___ STUDY MATERIAL
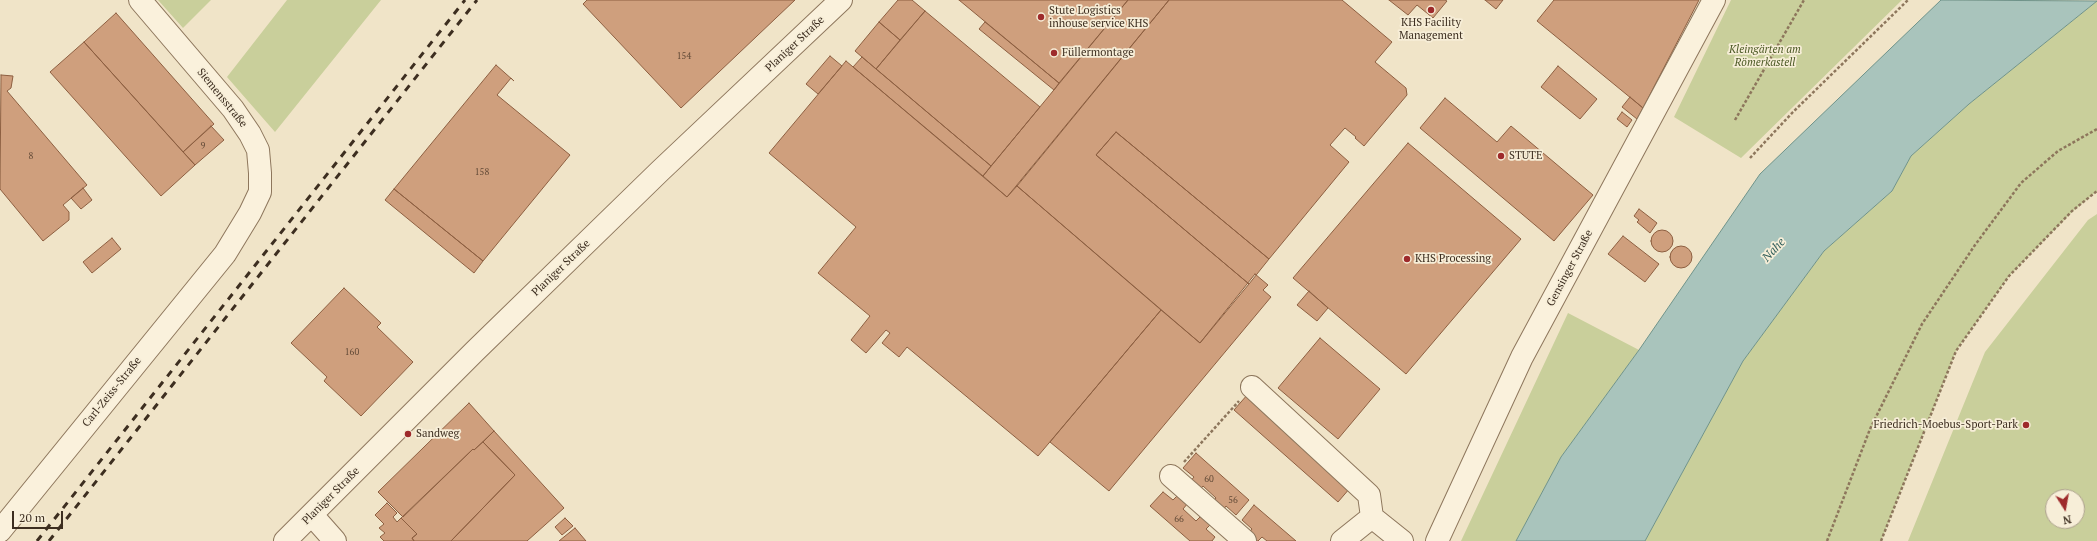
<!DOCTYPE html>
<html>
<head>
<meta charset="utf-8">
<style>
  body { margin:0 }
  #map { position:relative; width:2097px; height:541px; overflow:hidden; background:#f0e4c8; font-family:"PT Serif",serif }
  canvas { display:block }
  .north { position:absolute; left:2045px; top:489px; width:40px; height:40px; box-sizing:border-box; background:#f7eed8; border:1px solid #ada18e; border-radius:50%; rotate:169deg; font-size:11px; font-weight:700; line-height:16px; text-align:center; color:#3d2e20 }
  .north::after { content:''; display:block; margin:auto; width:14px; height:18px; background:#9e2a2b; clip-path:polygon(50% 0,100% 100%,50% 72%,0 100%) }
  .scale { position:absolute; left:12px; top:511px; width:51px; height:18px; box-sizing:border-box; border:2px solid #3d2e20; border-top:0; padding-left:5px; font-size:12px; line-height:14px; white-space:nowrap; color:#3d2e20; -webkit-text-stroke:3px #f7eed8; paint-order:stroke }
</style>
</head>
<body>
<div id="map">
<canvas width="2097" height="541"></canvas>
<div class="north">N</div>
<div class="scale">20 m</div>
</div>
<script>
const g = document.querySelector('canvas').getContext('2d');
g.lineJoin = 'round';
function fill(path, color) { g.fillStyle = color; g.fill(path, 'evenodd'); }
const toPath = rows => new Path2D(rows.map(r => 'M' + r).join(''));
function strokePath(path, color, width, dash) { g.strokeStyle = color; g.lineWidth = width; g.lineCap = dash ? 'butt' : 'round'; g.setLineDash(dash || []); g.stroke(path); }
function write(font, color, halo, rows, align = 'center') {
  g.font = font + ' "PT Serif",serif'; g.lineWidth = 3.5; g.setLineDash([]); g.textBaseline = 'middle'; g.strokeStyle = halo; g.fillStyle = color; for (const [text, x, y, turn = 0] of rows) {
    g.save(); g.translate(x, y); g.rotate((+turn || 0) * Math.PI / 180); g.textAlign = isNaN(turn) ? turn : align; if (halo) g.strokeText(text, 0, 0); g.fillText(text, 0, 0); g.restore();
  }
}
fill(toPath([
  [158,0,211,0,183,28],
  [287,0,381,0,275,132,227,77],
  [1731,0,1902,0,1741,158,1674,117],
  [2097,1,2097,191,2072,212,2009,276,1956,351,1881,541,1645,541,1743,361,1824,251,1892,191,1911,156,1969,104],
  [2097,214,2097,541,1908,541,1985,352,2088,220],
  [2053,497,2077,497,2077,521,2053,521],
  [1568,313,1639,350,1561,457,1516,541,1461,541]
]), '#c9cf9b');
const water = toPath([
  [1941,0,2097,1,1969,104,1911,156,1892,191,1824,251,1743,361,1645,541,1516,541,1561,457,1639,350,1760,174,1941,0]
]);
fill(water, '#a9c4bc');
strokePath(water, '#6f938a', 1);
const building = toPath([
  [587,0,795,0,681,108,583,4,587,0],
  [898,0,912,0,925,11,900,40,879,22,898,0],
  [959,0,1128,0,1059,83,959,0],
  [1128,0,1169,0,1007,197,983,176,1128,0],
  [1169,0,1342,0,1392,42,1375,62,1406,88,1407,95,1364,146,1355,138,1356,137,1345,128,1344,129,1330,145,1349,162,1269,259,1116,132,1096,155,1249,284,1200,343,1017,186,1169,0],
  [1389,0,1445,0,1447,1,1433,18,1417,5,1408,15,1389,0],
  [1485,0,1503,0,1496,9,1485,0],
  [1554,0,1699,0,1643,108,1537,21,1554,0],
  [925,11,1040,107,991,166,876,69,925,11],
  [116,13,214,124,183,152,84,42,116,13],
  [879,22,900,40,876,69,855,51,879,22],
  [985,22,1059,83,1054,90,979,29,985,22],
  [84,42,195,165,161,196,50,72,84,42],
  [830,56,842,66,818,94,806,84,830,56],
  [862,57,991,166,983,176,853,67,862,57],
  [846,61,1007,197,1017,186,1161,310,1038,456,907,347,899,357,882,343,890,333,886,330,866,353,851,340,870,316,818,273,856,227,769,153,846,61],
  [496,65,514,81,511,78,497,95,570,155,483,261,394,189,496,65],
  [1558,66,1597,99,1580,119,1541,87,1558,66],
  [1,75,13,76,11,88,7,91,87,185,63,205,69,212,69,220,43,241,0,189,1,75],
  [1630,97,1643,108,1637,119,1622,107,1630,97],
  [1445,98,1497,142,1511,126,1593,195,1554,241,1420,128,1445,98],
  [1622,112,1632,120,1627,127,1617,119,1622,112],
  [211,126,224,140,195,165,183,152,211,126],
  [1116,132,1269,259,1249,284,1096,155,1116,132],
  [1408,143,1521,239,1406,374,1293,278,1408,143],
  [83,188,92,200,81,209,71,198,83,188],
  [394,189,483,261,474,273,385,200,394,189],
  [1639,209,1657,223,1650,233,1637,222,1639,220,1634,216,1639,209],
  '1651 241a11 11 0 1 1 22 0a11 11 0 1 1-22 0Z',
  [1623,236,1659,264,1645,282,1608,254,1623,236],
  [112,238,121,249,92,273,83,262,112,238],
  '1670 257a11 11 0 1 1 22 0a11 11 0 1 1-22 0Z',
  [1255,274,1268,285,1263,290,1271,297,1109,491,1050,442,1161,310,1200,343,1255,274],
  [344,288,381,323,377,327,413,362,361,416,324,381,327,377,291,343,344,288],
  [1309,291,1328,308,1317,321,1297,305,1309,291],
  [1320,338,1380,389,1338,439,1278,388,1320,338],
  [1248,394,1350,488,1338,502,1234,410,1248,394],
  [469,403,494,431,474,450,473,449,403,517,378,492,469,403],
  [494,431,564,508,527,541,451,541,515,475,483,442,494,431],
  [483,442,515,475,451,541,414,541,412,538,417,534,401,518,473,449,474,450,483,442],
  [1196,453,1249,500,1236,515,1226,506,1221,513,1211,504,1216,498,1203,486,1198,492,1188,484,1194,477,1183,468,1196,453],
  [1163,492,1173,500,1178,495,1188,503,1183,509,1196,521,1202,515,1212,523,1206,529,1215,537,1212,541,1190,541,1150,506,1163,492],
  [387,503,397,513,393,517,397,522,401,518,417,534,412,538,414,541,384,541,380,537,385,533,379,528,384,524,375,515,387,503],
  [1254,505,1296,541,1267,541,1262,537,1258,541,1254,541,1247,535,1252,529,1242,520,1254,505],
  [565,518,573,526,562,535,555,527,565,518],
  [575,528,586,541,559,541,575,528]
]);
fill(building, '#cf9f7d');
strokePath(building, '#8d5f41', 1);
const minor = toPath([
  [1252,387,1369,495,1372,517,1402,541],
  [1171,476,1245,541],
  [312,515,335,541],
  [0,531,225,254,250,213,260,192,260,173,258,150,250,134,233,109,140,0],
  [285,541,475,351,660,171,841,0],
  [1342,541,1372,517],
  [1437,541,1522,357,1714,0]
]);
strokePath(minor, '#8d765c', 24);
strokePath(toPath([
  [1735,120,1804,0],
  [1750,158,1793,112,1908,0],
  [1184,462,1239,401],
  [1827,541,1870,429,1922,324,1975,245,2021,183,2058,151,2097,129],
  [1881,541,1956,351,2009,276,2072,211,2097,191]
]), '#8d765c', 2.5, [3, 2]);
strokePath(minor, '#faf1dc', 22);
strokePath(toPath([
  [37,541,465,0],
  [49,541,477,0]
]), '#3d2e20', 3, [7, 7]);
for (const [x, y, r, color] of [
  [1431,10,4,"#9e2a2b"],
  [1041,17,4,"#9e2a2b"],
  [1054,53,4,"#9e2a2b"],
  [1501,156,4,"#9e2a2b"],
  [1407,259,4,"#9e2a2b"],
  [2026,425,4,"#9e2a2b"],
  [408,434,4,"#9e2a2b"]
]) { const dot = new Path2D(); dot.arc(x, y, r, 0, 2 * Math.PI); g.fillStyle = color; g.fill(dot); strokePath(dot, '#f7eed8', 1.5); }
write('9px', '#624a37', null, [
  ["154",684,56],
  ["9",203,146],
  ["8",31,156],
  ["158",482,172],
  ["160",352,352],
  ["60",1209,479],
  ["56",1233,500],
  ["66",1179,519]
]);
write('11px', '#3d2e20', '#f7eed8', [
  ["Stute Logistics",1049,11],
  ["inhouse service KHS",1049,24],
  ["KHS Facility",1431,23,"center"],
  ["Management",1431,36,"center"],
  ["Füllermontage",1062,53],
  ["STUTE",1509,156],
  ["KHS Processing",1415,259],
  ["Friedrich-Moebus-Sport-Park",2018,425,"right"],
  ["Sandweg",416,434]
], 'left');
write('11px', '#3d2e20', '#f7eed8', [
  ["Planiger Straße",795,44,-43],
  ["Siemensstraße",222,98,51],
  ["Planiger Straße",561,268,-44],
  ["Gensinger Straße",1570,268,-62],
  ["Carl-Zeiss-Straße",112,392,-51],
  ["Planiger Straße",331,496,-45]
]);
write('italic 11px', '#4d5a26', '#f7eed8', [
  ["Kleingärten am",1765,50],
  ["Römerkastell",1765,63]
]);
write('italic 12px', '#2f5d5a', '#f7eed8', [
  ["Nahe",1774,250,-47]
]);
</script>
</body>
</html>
______
___ STUDY MATERIAL
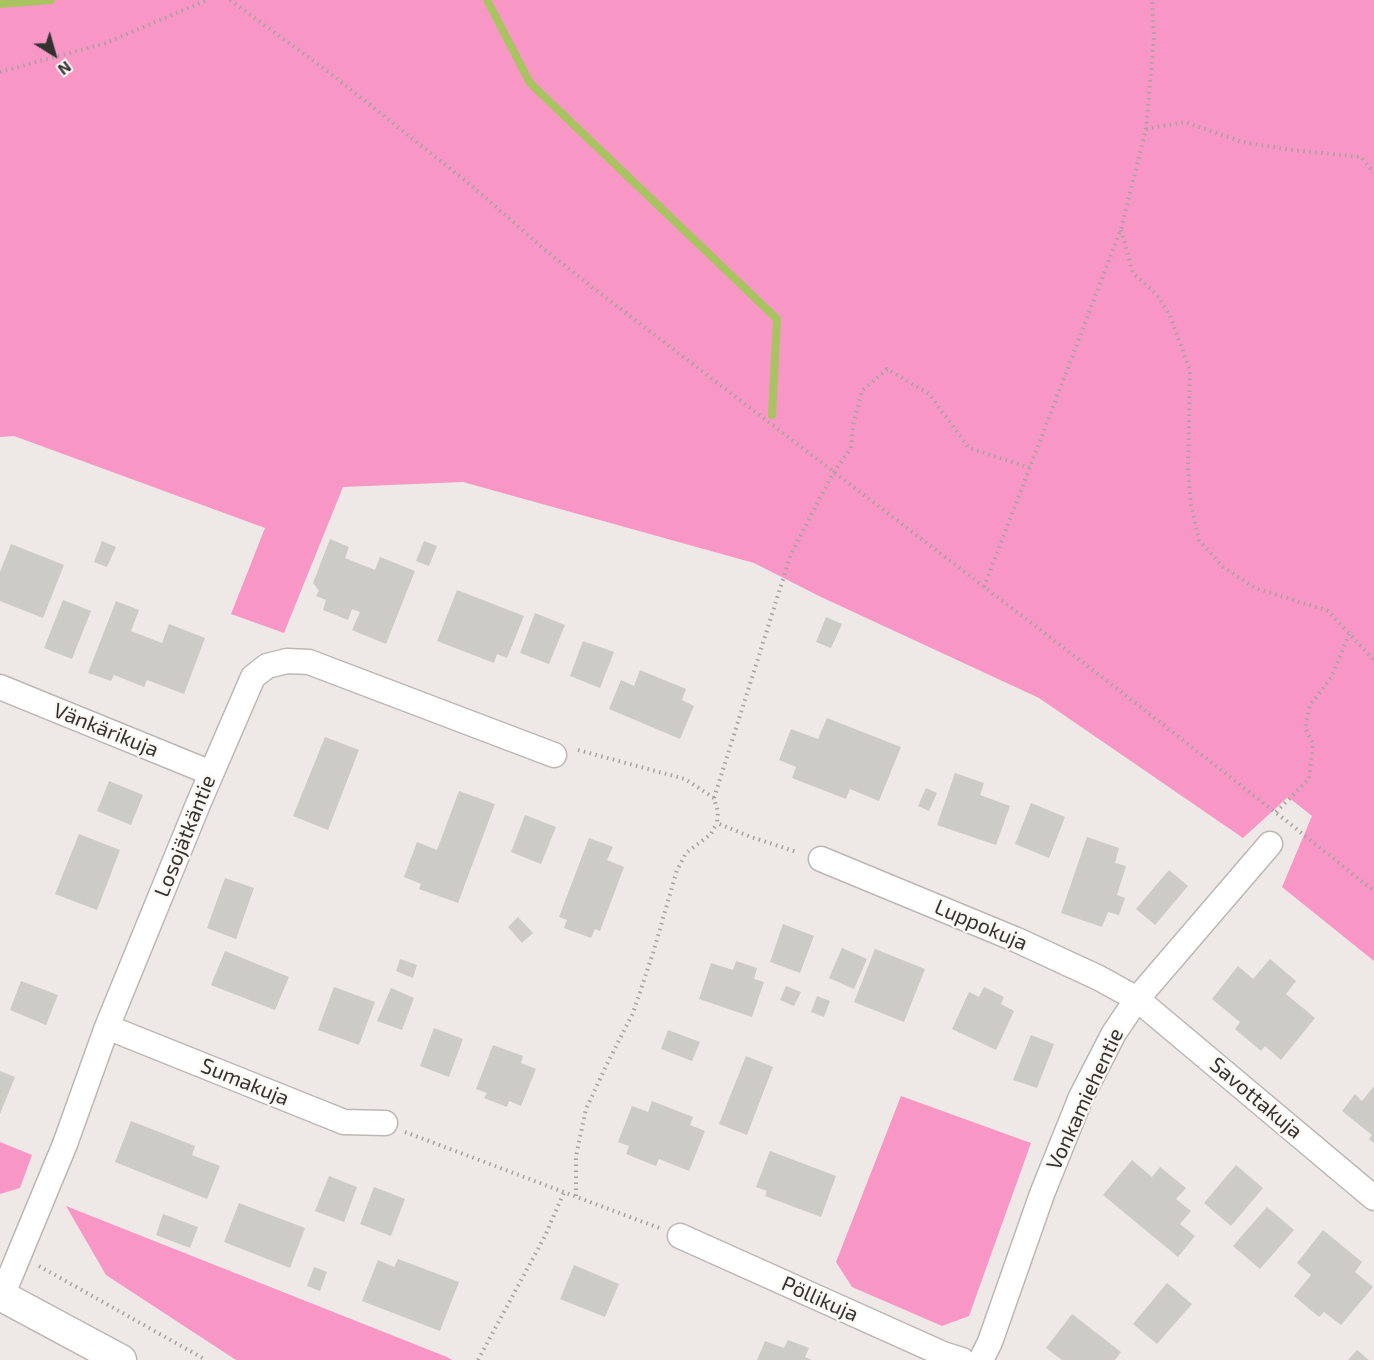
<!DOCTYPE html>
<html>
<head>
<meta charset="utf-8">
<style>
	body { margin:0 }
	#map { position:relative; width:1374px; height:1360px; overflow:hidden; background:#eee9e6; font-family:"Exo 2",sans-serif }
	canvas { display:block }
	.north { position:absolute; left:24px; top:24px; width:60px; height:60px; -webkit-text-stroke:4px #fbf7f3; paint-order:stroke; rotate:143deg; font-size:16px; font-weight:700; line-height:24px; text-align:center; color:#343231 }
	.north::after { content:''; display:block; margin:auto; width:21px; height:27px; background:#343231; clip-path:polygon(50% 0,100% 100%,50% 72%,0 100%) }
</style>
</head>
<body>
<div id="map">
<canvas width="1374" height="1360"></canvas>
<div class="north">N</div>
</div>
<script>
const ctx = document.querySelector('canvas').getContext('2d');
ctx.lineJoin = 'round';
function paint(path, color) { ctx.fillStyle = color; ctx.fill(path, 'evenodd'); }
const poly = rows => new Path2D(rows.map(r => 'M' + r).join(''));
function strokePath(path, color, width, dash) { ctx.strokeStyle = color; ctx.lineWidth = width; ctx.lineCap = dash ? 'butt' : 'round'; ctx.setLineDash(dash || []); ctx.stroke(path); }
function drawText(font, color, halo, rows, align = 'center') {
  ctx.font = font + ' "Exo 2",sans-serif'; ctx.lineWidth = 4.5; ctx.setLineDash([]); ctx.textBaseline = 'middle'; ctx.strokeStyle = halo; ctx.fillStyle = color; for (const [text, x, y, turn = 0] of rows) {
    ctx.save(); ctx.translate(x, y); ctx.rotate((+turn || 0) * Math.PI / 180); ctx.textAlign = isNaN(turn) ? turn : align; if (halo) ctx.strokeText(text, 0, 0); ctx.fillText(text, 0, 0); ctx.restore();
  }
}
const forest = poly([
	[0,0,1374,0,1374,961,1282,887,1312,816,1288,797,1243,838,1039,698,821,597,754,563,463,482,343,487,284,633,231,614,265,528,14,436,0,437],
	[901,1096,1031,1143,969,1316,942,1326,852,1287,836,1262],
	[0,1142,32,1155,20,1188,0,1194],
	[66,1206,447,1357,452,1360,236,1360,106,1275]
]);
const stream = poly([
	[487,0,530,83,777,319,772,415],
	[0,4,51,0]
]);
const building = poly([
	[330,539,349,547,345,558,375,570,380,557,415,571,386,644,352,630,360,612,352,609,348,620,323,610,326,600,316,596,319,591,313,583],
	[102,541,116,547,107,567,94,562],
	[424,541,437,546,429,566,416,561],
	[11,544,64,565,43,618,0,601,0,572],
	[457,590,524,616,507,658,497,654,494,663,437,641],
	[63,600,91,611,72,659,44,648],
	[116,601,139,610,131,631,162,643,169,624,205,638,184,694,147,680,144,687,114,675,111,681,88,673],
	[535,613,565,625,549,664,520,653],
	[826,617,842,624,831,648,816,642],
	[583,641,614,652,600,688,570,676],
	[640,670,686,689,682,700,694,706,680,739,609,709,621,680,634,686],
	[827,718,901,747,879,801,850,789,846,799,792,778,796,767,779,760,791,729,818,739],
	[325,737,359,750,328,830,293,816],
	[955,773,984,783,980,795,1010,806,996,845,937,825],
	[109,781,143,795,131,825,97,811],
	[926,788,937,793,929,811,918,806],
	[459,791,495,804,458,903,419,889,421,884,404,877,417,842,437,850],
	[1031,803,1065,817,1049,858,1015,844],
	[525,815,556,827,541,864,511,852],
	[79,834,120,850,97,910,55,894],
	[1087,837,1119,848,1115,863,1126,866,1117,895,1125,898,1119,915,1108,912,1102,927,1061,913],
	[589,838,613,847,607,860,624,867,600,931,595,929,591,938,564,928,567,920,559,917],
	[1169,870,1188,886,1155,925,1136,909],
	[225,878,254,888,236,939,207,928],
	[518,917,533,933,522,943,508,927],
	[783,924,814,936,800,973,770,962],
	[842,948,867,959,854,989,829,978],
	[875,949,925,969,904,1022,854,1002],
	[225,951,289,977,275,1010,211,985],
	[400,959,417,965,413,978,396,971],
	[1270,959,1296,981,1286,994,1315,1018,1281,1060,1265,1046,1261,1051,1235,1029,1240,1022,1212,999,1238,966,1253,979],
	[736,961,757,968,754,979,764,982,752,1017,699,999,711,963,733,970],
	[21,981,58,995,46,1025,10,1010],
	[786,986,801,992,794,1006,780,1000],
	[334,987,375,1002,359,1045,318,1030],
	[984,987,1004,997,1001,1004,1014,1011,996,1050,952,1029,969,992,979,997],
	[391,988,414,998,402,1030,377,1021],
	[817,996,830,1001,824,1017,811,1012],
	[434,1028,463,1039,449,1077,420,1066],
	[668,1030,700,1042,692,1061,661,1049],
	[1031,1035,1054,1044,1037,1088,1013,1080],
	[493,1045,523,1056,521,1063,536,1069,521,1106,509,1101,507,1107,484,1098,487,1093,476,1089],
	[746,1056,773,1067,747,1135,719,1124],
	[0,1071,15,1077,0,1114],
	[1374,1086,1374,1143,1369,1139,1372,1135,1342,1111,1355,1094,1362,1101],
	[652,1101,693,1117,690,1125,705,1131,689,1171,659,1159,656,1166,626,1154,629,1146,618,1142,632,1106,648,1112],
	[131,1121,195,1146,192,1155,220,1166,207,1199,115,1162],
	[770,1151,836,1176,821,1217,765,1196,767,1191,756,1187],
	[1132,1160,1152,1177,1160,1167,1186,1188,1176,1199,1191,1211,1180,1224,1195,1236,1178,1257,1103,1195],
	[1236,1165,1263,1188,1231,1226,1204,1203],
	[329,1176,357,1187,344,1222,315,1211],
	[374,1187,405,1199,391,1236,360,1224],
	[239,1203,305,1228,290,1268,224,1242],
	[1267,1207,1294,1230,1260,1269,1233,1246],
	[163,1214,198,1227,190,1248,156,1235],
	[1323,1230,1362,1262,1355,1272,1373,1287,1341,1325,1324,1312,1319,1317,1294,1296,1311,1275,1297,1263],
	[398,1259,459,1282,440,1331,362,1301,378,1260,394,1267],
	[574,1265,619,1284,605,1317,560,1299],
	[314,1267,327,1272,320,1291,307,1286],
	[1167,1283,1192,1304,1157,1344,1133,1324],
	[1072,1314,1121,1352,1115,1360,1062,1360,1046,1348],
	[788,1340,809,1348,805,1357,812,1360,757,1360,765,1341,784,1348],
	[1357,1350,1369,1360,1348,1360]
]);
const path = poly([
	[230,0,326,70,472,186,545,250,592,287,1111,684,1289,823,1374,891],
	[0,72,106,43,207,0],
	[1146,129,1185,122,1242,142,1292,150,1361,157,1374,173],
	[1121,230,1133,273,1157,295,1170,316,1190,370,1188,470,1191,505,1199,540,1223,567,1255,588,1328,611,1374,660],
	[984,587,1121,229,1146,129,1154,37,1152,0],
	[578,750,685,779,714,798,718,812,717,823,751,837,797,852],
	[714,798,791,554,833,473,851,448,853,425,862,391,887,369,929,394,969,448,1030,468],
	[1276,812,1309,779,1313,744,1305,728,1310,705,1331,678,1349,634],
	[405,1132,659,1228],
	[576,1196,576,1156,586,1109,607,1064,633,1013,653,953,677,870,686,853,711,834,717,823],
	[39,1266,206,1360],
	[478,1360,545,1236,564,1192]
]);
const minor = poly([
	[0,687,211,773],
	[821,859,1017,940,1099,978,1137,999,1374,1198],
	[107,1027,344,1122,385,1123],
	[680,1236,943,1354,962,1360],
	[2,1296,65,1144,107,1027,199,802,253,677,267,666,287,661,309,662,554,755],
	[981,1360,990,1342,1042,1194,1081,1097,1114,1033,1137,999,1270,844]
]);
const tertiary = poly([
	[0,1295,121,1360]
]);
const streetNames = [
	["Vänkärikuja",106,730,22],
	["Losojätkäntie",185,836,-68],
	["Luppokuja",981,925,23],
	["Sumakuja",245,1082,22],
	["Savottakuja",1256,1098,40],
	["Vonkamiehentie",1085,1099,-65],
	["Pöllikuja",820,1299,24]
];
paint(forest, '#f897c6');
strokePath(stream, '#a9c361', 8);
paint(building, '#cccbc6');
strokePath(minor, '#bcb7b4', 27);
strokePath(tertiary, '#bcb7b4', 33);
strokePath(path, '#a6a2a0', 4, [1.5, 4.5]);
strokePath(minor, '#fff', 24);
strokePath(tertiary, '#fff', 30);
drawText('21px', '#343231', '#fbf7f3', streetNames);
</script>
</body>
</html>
______
_WORK TO BE COMPLETED_
Scan the listing and report each line where the word "evenodd" shows up.

_ANSWER SECTION_
function fill(path, color) { g.fillStyle = color; g.fill(path, 'evenodd'); }
function paint(path, color) { ctx.fillStyle = color; ctx.fill(path, 'evenodd'); }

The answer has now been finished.